— DATASET EXTRACT —
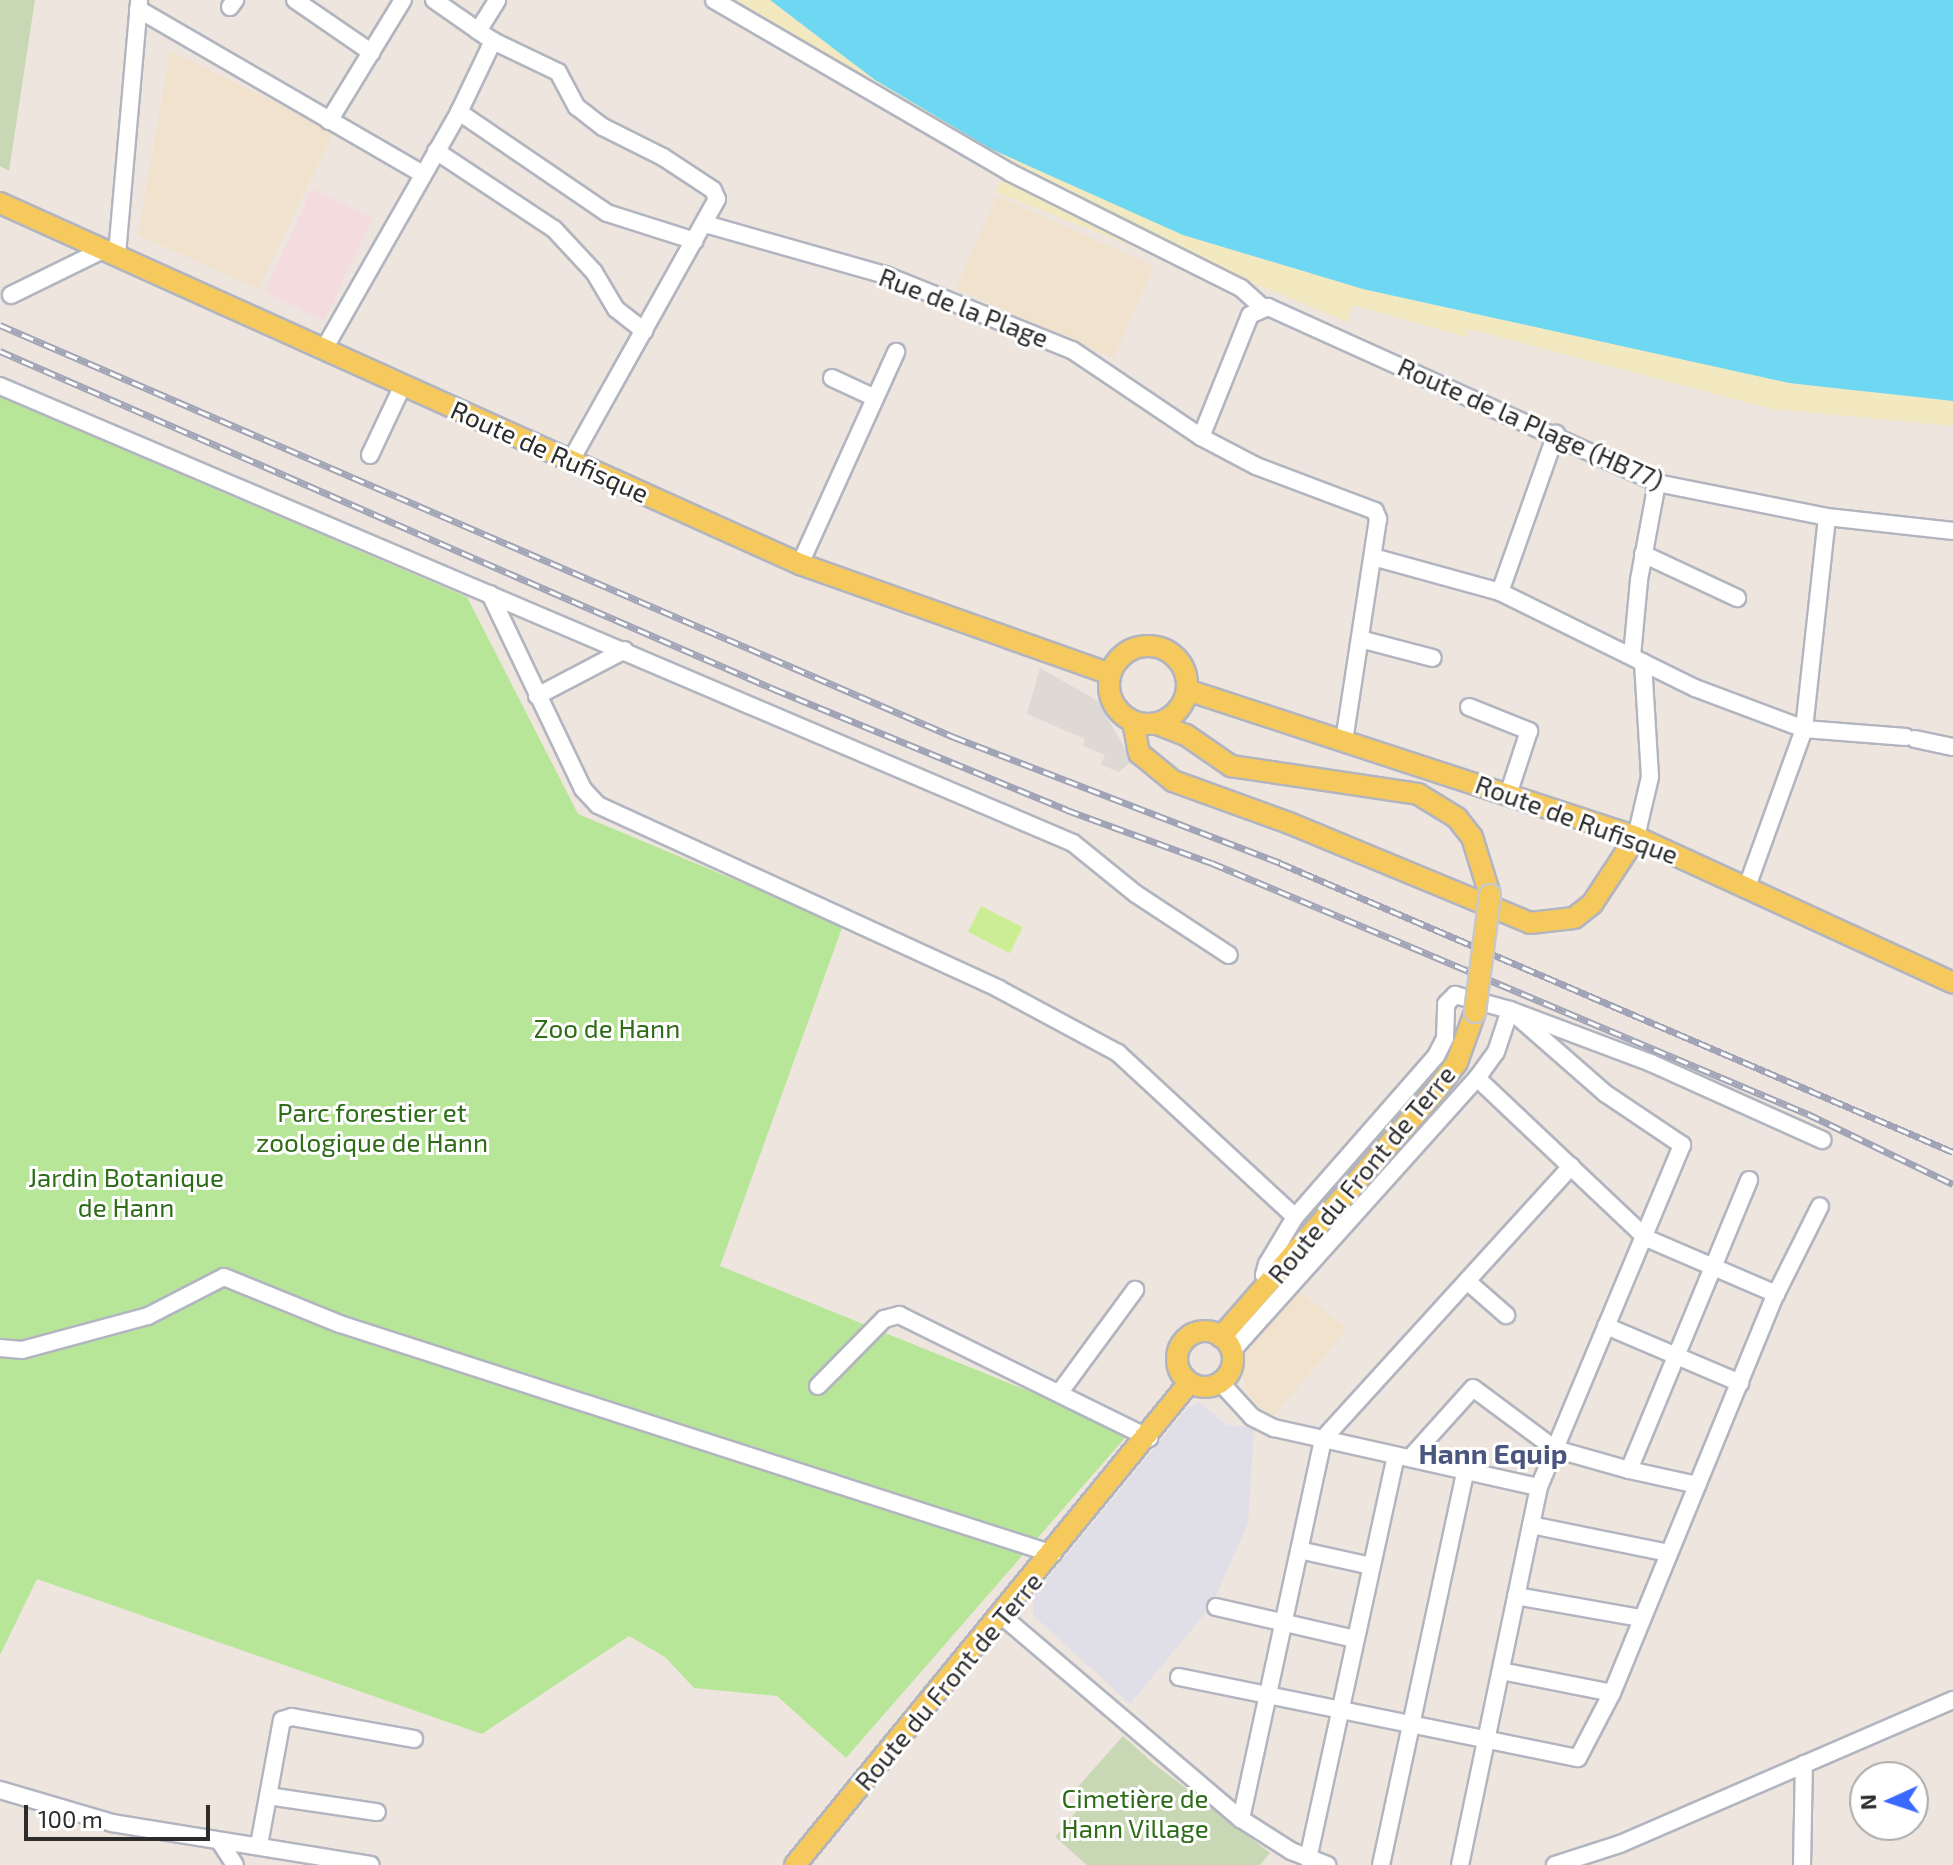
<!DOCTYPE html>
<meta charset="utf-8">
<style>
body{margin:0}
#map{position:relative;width:1953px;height:1865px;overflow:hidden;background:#eee6de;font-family:"Exo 2",sans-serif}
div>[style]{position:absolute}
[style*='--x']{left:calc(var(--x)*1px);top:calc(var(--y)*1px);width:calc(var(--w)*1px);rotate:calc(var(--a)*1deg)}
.industrial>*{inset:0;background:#e0dee6}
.education>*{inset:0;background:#f0e2cd;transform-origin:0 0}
.medical>*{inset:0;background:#f4dbde;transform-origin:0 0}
.green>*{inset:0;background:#b7e699}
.sand>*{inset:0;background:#f3e9c0}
.cemetery>*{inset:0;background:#c8d8b4}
.pitch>*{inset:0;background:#cced94;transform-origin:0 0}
.plaza>*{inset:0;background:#ded9d5}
.water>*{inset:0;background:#6ed7f2}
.roads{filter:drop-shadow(2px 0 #b2b5c0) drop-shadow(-2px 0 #b2b5c0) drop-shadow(0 2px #b2b5c0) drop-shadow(0 -2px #b2b5c0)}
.minor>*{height:16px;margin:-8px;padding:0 8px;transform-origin:8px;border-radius:8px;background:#fff}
.major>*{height:20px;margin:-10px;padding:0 10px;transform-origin:10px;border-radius:10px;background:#f5c95c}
.major>.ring{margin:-10px;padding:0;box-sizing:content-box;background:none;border:20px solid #f5c95c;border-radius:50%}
.rail>*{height:7px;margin-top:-3.5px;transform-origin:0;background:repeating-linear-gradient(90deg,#fff 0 12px,#a0a4b6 0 24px);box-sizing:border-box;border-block:2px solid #a0a4b6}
.bridges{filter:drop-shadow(2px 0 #c8c8c8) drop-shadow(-2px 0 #c8c8c8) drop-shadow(0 2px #c8c8c8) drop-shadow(0 -2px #c8c8c8)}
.major-bridge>*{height:20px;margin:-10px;padding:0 10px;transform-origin:10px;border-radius:10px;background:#f5c95c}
span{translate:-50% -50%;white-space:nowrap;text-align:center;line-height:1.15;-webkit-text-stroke:6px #fff;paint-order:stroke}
.street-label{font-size:26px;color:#2c2c2c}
.park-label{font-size:26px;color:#2e6c18}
.neighbourhood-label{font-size:28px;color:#4a567e;font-weight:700}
.north{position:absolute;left:1849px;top:1761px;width:80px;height:80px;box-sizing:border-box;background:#fff;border:2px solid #ababab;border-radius:50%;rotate:267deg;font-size:22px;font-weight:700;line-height:32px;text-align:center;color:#2c2c2c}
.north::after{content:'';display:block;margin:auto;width:28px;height:36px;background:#3969ff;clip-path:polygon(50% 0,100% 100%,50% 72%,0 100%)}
.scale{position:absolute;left:24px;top:1805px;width:186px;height:36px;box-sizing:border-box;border:4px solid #2c2c2c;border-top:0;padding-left:10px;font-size:24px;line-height:28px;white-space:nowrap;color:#2c2c2c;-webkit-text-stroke:6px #fff;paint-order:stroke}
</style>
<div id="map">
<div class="industrial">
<i style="clip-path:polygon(1199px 1402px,1227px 1425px,1254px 1428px,1248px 1523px,1212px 1605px,1130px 1704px,1033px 1615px,1033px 1596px,1188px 1407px)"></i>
</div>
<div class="education">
<i style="clip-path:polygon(170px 51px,334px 131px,258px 289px,138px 235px)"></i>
<i style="left:997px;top:196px;width:172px;height:101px;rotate:24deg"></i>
<i style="clip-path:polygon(1297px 1289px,1347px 1329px,1271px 1419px,1246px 1392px,1241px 1355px)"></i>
</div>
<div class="medical">
<i style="left:312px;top:189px;width:67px;height:114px;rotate:25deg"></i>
</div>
<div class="green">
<i style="clip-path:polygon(0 397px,467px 597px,578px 814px,843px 925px,720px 1266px,1130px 1432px,846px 1758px,777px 1696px,694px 1688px,665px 1657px,629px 1636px,482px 1734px,37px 1579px,0 1655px)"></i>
</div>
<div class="sand">
<i style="clip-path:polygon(728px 0,770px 0,875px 80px,1183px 235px,1363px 289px,1789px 383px,1953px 401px,1953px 426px,1772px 409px,1469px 329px,1466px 337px,1353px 305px,1347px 322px,1261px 286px,1194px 271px,996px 192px,1004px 174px)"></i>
</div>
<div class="cemetery">
<i style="clip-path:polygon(0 0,35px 0,9px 171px,0 166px)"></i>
<i style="clip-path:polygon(1123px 1736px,1153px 1763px,1270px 1853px,1260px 1865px,1087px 1865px,1055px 1837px,1085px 1801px,1074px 1791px)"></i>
</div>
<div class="pitch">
<i style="left:981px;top:906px;width:47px;height:29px;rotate:27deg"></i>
</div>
<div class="plaza">
<i style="clip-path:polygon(1040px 668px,1098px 701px,1132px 761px,1119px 772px,1101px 765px,1105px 755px,1083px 746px,1085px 739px,1027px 714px)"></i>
</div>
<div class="water">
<i style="clip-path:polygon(770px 0,1953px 0,1953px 401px,1789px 383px,1363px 289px,1183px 235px,991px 149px,875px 80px)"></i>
</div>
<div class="roads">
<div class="minor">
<i style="--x:295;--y:0;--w:93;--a:34.5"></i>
<i style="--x:434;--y:0;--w:72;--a:34.8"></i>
<i style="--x:493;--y:41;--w:72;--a:25.5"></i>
<i style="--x:558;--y:72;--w:40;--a:62"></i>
<i style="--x:577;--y:107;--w:33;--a:38"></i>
<i style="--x:603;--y:127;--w:67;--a:26.6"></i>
<i style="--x:663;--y:157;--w:60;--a:33.4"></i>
<i style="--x:713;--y:190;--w:10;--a:66"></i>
<i style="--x:717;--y:199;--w:299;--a:119.2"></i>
<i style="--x:714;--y:0;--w:341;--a:30.2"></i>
<i style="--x:1009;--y:172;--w:259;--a:26.6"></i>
<i style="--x:1241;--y:288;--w:28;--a:42"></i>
<i style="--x:230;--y:7;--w:9;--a:-54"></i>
<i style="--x:138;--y:9;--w:329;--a:30.1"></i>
<i style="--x:478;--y:31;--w:36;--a:-58"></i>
<i style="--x:459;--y:112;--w:179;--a:34.3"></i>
<i style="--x:607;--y:213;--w:92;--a:17.7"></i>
<i style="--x:329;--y:121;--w:142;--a:-58.6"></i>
<i style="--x:436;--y:151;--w:141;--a:33.5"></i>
<i style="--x:554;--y:229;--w:59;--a:47.1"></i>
<i style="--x:594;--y:272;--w:43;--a:59.3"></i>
<i style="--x:616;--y:309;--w:36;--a:38"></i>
<i style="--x:705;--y:224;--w:187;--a:15.8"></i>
<i style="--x:885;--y:275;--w:201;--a:21.9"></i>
<i style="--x:1072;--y:350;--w:156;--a:34"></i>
<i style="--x:1201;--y:437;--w:62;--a:27.8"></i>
<i style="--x:1256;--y:466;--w:127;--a:20.7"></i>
<i style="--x:1375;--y:511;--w:9;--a:69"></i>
<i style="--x:1378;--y:519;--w:225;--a:98.7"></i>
<i style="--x:117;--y:254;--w:253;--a:-85"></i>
<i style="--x:11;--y:295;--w:105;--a:-26.1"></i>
<i style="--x:324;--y:349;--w:273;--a:-60.3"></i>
<i style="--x:459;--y:112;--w:79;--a:-64.4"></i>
<i style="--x:832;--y:378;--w:47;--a:24.9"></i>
<i style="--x:0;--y:386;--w:1166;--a:23.07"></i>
<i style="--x:1073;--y:843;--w:81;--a:39"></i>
<i style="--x:1136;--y:894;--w:111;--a:33.3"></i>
<i style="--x:1201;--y:437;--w:131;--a:-68.1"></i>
<i style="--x:1250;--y:315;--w:20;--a:-24"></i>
<i style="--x:1268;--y:307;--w:427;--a:24.3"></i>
<i style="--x:1657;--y:483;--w:173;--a:11.3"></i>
<i style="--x:1827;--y:517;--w:127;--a:6.3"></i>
<i style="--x:370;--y:455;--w:77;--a:-64.8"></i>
<i style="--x:1643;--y:554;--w:104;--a:25.1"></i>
<i style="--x:1373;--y:557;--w:132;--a:15.4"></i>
<i style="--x:1500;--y:592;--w:217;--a:26.2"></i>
<i style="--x:1695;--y:688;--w:116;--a:20.6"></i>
<i style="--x:1804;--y:729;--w:102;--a:4.5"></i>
<i style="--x:800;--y:564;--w:233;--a:-65.6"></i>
<i style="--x:1500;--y:592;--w:168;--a:-70.5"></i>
<i style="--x:490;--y:594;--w:216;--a:64.5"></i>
<i style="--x:583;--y:789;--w:22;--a:47"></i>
<i style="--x:598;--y:805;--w:441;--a:24.6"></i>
<i style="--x:999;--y:989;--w:135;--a:28.3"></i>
<i style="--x:1118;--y:1053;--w:241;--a:42.8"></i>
<i style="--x:1360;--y:639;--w:75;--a:14.6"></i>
<i style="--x:1632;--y:656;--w:76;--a:-84.7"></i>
<i style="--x:1639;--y:580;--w:99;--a:-79.5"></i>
<i style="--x:537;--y:696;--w:99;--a:-27.6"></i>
<i style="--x:1469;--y:707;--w:65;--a:21.8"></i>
<i style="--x:1529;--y:731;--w:64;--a:108.2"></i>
<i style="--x:1915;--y:739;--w:39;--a:12"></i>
<i style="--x:1636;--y:837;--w:62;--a:-76.9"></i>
<i style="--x:1650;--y:777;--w:115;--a:-93.5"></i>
<i style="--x:1748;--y:884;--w:165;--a:-70.1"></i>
<i style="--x:1804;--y:729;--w:213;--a:-83.8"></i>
<i style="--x:1477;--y:1078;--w:233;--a:43.4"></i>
<i style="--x:1646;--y:1238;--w:142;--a:23.3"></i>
<i style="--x:1467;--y:1281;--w:52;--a:41.1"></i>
<i style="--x:1270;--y:1283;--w:10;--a:-127"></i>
<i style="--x:1264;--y:1275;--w:11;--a:-75"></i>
<i style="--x:1267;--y:1264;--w:55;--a:-59.2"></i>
<i style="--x:1295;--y:1217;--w:214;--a:-48.8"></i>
<i style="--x:1436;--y:1056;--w:20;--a:-63"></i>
<i style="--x:1445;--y:1038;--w:34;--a:-88"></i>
<i style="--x:1446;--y:1004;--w:13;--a:-45"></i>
<i style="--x:1455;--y:995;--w:57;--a:15.3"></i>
<i style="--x:1510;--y:1010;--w:151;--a:20.6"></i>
<i style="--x:1651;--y:1063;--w:188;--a:24.2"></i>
<i style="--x:1606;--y:1326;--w:146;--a:23"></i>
<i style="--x:0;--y:1348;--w:22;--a:5"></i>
<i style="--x:22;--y:1350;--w:131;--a:-15.1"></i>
<i style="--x:148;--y:1316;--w:85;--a:-27.2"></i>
<i style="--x:224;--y:1277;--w:125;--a:22.1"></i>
<i style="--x:340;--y:1324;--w:749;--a:17.88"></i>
<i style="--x:1232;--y:1351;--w:367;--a:-48.1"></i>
<i style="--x:1477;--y:1078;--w:32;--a:-54"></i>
<i style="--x:1496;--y:1052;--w:44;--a:-71.6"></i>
<i style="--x:1221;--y:1383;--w:46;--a:47.6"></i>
<i style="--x:1252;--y:1417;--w:25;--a:27"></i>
<i style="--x:1274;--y:1428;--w:271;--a:12.6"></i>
<i style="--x:818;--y:1386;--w:94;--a:-45.4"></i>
<i style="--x:884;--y:1319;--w:16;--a:-15"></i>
<i style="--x:899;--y:1315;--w:279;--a:26.2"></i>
<i style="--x:1060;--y:1392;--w:127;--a:-53.7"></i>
<i style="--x:1410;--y:1458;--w:94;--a:-48"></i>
<i style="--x:1473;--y:1388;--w:102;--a:36.6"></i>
<i style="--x:1555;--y:1449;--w:77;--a:15.8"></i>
<i style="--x:1629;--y:1470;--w:314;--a:-67.5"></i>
<i style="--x:1629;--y:1470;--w:70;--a:12.4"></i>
<i style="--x:1531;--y:1525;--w:141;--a:11.5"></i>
<i style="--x:1299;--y:1550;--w:74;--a:12.5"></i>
<i style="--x:1516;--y:1596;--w:127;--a:10"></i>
<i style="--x:1216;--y:1607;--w:143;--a:13"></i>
<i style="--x:1001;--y:1615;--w:315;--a:40.4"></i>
<i style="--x:1241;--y:1819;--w:59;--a:32.6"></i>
<i style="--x:1291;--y:1851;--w:39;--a:21"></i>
<i style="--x:1501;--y:1671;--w:113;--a:11.2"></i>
<i style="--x:1179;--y:1677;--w:407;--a:11.5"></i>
<i style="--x:1578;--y:1758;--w:73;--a:-62.4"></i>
<i style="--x:1612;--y:1693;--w:431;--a:-67.7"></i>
<i style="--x:1776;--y:1294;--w:98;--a:-63.4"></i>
<i style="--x:0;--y:1790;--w:117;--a:16.4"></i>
<i style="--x:112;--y:1823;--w:262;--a:9.2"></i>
<i style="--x:268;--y:1796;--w:110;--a:8.4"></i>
<i style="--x:1241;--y:1819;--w:389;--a:-77.8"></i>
<i style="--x:1323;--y:1439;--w:369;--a:-47.7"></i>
<i style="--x:220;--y:1842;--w:27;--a:57"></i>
<i style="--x:259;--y:1845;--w:127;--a:-79.6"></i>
<i style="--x:282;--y:1720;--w:10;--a:-17"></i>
<i style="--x:292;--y:1717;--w:124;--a:10.2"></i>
<i style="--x:1308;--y:1859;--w:413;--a:-77.7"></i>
<i style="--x:1381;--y:1865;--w:404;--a:-77.9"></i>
<i style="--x:1460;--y:1865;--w:386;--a:-78.2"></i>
<i style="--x:1539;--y:1487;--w:371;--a:-67.3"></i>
<i style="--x:1682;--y:1145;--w:92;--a:-146.1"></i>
<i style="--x:1606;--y:1094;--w:128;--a:-138.8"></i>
<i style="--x:1555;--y:1865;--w:68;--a:-17.9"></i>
<i style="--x:1620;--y:1844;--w:363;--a:-23.4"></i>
<i style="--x:1802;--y:1865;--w:101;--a:-88.9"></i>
</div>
<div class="major">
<i style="--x:0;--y:203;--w:878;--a:24.29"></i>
<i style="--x:800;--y:564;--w:329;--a:19.5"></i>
<i class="ring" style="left:1109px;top:646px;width:58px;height:58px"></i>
<i style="--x:1187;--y:690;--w:472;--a:18.1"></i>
<i style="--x:1636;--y:837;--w:349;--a:24.7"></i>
<i style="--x:1133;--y:722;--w:32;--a:79"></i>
<i style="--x:1139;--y:753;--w:44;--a:39.5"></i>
<i style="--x:1173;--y:781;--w:123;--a:19.9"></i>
<i style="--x:1289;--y:823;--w:261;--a:22.5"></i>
<i style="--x:1530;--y:923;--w:44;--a:-6.5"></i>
<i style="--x:1574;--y:918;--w:23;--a:-38"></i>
<i style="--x:1592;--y:904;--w:80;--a:-56.7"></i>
<i style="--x:1157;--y:724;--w:31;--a:21"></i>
<i style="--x:1186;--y:735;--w:55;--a:34.6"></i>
<i style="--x:1231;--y:766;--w:189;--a:8.5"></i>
<i style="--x:1418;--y:794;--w:46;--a:31.6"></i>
<i style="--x:1457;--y:818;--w:24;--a:52"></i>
<i style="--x:1472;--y:837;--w:61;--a:72.8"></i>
<i class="ring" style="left:1177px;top:1331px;width:36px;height:36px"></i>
<i style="--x:1221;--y:1337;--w:329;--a:-48.9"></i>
<i style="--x:1437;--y:1089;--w:34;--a:-53"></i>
<i style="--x:1457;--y:1062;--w:53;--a:-70.2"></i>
<i style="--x:795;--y:1865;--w:623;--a:-50.74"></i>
</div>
</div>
<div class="rail">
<i style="--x:0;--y:325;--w:1039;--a:23.36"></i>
<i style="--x:954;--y:737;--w:350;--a:21.1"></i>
<i style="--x:1280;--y:863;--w:732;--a:23.24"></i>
<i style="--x:0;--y:351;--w:845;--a:23.59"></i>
<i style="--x:774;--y:689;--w:317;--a:22.4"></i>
<i style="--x:1067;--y:810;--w:154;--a:20.1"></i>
<i style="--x:1212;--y:863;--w:647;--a:22.84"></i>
<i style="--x:1808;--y:1114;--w:161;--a:25.8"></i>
</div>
<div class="bridges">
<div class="major-bridge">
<i style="--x:1475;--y:1012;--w:118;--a:-82.7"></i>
</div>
</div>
<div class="street-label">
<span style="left:964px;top:307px;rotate:21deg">Rue de la Plage</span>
<span style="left:1531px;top:423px;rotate:24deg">Route de la Plage (HB77)</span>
<span style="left:550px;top:451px;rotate:24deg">Route de Rufisque</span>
<span style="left:1577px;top:819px;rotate:20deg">Route de Rufisque</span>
<span style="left:1361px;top:1174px;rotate:-50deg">Route du Front de Terre</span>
<span style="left:948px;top:1681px;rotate:-50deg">Route du Front de Terre</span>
</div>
<div class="park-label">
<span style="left:607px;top:1028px">Zoo de Hann</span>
<span style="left:372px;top:1127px">Parc forestier et<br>zoologique de Hann</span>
<span style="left:126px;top:1192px">Jardin Botanique<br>de Hann</span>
<span style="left:1135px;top:1813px">Cimetière de<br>Hann Village</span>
</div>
<div class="neighbourhood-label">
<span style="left:1493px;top:1453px">Hann Equip</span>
</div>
<div class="north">N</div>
<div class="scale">100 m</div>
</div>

— TASK DETAILS —
Every line above holding the string "roads" should be listed.

— YOUR RESPONSE —
.roads{filter:drop-shadow(2px 0 #b2b5c0) drop-shadow(-2px 0 #b2b5c0) drop-shadow(0 2px #b2b5c0) drop-shadow(0 -2px #b2b5c0)}
<div class="roads">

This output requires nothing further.